On September 29, 2025, Bharat Chandar, postdoctoral fellow at the Stanford Digital Economy Lab, and Ruyu Chen, research scientist at the Stanford Digital Economy Lab, will presented the findings on their recent paper “Canaries in the Coal Mine? Six Facts about the Recent Employment Effects of Artificial Intelligence.” Watch the seminar below!
This paper examines changes in the labor market for occupations exposed to generative artificial intelligence using high-frequency administrative data from the largest payroll software provider in the United States. We present six facts that characterize these shifts. We find that since the widespread adoption of generative AI, early-career workers (ages 22-25) in the most AI-exposed occupations have experienced a 13 percent relative decline in employment even after controlling for firm-level shocks.
In contrast, employment for workers in less exposed fields and more experienced workers in the same occupations has remained stable or continued to grow. We also find that adjustments occur primarily through employment rather than compensation. Furthermore, employment declines are concentrated in occupations where AI is more likely to automate, rather than augment, human labor. Our results are robust to alternative explanations, such as excluding technology-related firms and excluding occupations amenable to remote work.
These six facts provide early, large-scale evidence consistent with the hypothesis that the AI revolution is beginning to have a significant and disproportionate impact on entry-level workers in the American labor market.

Bharat is a postdoctoral researcher at the Stanford Digital Economy Lab and Institute for Human-Centered Artificial Intelligence. He received his PhD in economics from Stanford GSB. His focus is on labor economics and technology.
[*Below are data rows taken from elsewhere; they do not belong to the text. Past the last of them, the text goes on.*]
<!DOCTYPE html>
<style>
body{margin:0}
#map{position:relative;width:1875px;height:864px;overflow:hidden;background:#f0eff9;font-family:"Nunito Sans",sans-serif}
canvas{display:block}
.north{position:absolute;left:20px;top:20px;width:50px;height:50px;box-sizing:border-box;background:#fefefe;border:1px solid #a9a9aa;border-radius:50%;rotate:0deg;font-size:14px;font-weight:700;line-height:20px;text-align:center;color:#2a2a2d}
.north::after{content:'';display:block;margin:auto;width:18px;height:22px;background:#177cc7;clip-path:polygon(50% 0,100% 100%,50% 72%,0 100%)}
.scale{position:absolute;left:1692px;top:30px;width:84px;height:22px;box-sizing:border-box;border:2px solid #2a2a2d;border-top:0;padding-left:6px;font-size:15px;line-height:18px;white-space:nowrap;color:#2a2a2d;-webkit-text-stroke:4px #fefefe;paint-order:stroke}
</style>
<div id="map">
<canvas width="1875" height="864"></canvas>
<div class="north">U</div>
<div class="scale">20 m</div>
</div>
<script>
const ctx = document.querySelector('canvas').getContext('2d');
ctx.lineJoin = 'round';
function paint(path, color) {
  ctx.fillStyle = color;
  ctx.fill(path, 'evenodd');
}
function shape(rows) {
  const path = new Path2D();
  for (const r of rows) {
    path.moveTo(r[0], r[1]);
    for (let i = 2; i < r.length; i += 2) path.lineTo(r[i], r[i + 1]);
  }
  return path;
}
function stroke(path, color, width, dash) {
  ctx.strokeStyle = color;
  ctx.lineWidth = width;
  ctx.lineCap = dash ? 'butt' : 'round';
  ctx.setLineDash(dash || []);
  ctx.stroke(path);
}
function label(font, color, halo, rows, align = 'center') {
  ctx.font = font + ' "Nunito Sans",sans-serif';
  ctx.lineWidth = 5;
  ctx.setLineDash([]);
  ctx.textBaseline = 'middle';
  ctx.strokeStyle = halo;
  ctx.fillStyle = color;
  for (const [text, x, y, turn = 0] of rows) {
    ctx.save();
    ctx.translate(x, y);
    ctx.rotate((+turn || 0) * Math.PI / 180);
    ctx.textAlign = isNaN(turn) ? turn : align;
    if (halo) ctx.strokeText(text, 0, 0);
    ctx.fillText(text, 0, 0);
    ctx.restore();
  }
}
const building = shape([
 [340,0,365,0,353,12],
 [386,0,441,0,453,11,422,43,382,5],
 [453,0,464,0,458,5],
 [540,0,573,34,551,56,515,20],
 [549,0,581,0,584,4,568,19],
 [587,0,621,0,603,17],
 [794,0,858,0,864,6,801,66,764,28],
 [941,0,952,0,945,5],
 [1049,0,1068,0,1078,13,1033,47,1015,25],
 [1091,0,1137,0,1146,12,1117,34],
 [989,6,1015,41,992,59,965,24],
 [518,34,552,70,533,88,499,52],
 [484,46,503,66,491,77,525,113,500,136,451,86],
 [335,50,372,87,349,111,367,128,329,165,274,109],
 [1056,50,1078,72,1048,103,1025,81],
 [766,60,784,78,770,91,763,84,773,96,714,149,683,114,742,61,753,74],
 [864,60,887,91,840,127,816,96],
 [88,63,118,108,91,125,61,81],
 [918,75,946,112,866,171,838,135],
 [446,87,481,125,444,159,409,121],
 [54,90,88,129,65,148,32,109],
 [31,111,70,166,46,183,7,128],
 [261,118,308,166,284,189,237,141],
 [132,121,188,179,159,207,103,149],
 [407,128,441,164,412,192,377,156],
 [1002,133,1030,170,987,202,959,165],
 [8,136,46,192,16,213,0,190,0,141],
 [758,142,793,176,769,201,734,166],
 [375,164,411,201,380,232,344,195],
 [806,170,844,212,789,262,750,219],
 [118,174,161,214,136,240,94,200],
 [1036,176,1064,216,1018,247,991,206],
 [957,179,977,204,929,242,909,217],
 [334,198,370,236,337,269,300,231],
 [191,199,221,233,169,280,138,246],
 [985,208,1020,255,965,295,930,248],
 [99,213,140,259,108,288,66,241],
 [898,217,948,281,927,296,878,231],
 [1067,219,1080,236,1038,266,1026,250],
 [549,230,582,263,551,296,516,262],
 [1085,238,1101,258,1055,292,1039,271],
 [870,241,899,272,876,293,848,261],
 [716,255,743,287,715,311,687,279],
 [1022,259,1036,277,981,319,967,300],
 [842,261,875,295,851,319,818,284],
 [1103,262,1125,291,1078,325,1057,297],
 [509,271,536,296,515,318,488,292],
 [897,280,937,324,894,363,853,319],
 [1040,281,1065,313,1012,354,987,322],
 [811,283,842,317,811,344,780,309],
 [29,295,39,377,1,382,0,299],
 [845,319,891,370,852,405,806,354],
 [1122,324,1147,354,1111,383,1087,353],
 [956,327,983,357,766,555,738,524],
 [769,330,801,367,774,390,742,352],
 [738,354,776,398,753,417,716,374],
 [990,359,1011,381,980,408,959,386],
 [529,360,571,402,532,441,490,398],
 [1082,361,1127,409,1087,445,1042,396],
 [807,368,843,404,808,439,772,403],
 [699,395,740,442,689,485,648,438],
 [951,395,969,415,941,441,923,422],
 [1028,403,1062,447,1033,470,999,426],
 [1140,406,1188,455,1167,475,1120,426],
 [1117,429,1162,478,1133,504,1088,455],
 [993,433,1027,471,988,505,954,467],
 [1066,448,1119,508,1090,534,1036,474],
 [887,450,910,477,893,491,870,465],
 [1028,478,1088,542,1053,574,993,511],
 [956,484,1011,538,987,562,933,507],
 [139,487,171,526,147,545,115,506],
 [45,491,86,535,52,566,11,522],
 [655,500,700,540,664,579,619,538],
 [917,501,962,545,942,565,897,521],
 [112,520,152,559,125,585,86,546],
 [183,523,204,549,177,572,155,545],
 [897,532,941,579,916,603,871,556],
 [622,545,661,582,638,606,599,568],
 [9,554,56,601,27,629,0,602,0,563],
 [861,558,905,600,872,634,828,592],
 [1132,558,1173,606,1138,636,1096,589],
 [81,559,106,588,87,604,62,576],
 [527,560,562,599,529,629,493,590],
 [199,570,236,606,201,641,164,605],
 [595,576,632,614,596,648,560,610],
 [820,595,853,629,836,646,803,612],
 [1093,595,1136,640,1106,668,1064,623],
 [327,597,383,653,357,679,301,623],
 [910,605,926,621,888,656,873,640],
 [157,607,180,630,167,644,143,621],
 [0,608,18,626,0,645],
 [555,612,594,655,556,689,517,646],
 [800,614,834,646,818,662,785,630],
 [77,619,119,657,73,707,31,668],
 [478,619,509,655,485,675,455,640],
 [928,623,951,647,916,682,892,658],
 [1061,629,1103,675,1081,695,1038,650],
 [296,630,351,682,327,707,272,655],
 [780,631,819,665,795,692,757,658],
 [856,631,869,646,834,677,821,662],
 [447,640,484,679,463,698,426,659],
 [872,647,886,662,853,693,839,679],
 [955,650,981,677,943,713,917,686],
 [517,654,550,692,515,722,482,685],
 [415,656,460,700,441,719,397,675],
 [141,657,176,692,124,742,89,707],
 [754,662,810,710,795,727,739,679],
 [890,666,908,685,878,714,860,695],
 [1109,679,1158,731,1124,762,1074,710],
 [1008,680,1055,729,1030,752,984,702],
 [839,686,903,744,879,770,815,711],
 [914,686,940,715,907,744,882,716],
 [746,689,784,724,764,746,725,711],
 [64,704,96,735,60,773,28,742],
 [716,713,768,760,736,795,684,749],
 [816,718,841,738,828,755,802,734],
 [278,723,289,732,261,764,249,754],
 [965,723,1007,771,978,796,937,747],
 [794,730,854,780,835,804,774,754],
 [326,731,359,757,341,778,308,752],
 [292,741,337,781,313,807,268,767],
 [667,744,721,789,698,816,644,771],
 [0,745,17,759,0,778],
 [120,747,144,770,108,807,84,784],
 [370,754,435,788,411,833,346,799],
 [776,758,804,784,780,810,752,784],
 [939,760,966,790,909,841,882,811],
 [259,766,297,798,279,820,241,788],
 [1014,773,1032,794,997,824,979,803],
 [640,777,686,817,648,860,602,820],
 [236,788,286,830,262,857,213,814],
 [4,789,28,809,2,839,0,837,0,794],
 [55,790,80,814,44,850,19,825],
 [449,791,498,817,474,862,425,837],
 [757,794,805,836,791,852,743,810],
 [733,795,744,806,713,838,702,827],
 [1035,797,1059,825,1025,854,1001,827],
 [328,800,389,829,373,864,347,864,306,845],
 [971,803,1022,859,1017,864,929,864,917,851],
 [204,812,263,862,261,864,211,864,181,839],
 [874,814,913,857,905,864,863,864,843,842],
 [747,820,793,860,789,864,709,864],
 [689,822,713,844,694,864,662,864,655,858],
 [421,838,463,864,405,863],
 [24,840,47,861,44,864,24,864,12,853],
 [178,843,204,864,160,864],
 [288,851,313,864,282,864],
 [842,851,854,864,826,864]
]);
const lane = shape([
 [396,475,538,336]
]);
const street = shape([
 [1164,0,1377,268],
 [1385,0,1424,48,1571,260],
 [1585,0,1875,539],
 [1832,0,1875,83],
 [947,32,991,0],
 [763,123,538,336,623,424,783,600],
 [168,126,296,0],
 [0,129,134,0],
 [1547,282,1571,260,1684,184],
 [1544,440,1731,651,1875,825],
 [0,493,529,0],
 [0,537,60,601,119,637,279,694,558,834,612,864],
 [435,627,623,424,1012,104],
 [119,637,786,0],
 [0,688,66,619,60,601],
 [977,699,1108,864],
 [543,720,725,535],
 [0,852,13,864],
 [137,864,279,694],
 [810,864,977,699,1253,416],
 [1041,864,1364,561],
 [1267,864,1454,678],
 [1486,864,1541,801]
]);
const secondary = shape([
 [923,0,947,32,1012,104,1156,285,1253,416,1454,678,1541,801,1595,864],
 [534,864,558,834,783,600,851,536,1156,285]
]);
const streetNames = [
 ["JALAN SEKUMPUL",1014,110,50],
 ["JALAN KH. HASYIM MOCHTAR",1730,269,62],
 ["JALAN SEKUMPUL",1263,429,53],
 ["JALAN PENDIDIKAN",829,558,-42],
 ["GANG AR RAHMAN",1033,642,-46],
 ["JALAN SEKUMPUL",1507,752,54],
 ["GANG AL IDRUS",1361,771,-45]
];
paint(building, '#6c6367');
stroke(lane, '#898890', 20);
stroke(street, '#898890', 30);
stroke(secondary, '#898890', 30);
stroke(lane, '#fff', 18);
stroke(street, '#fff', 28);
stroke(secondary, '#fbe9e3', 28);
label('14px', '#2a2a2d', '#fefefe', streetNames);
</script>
Ruyu Chen is a research scientist at the Digital Economy Lab and the Stanford Institute for Human-Centered Artificial Intelligence (HAI). Her research lies at the intersection of the economics of innovation, information systems, and business strategy.
She focuses on two main areas: information technology adoption and firm performance, where she examines the drivers of IT adoption within firms and its impact on innovation and market performance; and AI and the future of work, where she leverages large-scale payroll data to study how emerging technologies, particularly generative AI, are reshaping employment, wages, skill demands, and organizational structures. Her work has been published in leading academic journals, including the Strategic Management Journal.
Before joining Stanford, she earned her PhD in Managerial Economics from the SC Johnson College of Business at Cornell University, with a graduate minor in Computer Science. She also holds a bachelor’s degree from Renmin University of China and studied as an exchange student at the University of Copenhagen.